The abbot gave a sort of lesson to the candidate – though it also functioned as a homily – a large part of which was an explication of conversatio morum. It was clear that this wasn’t something that happened once, but an ongoing transformation of the heart, and also a “conversation”, as we might use the term in English – with God, and with the other monks.

But conversatio morum was never rendered in English.

“Conversion of manners” was how I had seen it translated before, for example in some of Thomas Merton’s work. The expression always struck me as clumsy, focused on things like how to fold the napkin in the refectory or how to wear the cowl, though I can see that these small things could also be part of conversatio morum.

This essay, from some monks in Idaho, struck me as very sensible. And from it I learned, first, that the three promises aren’t really separate promises at all, but an iterative, almost pleonastic phrase; also that the Latin text of St Benedict’s Rule had been misread until about 1912, when Abbot Cuthbert Butler, after extensive manuscript study, corrected conversio to conversatio.

Conversio has more of the sense of a “U-turn”, an inverting, a single event in time. Conversatio, in contrast, conveys “frequency”, and also “conversation” in the modern English sense.

The essay adds that

… a request to explain the promise of conversatio morum often elicits an initial moment of silence, followed with a mumbled response about ‘being faithful to living a monastic life’, or ‘being open to constant conversion in our life,’ or ‘well, that’s really hard to answer’

So why couldn’t these learned and reflective monks find a way to translate conversatio morum? Surely the concept doesn’t require Latin to be intelligible.

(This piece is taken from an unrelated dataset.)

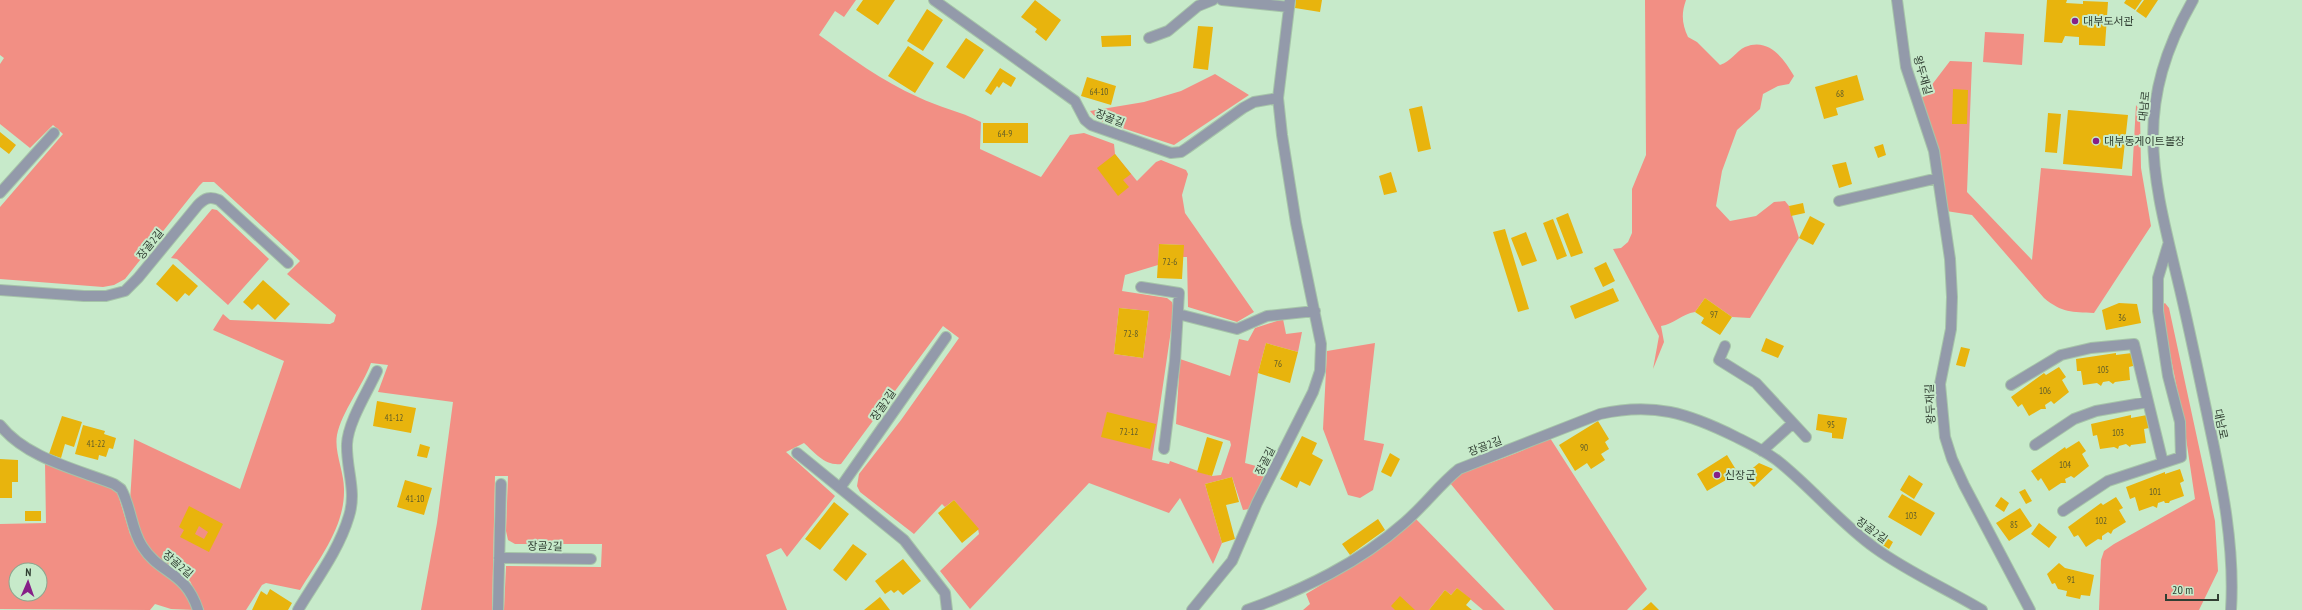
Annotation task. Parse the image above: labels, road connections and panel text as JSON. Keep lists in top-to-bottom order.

So I would ask the Benedictines reading this, and those knowledgeable about matters monastic and Benedictine: what is a simple way, in not too many words, to translate conversatio morum?

Comments

16 responses to “How to Translate Conversatio Morum?

  1. Paul Inwood Avatar
    Paul Inwood

    “Conversion of life” was the phrase I encountered many time over the years in a Benedictine context. I always understood morum to be related to customs or usages, and in that sense “changing one’s ways” might be another equivalent.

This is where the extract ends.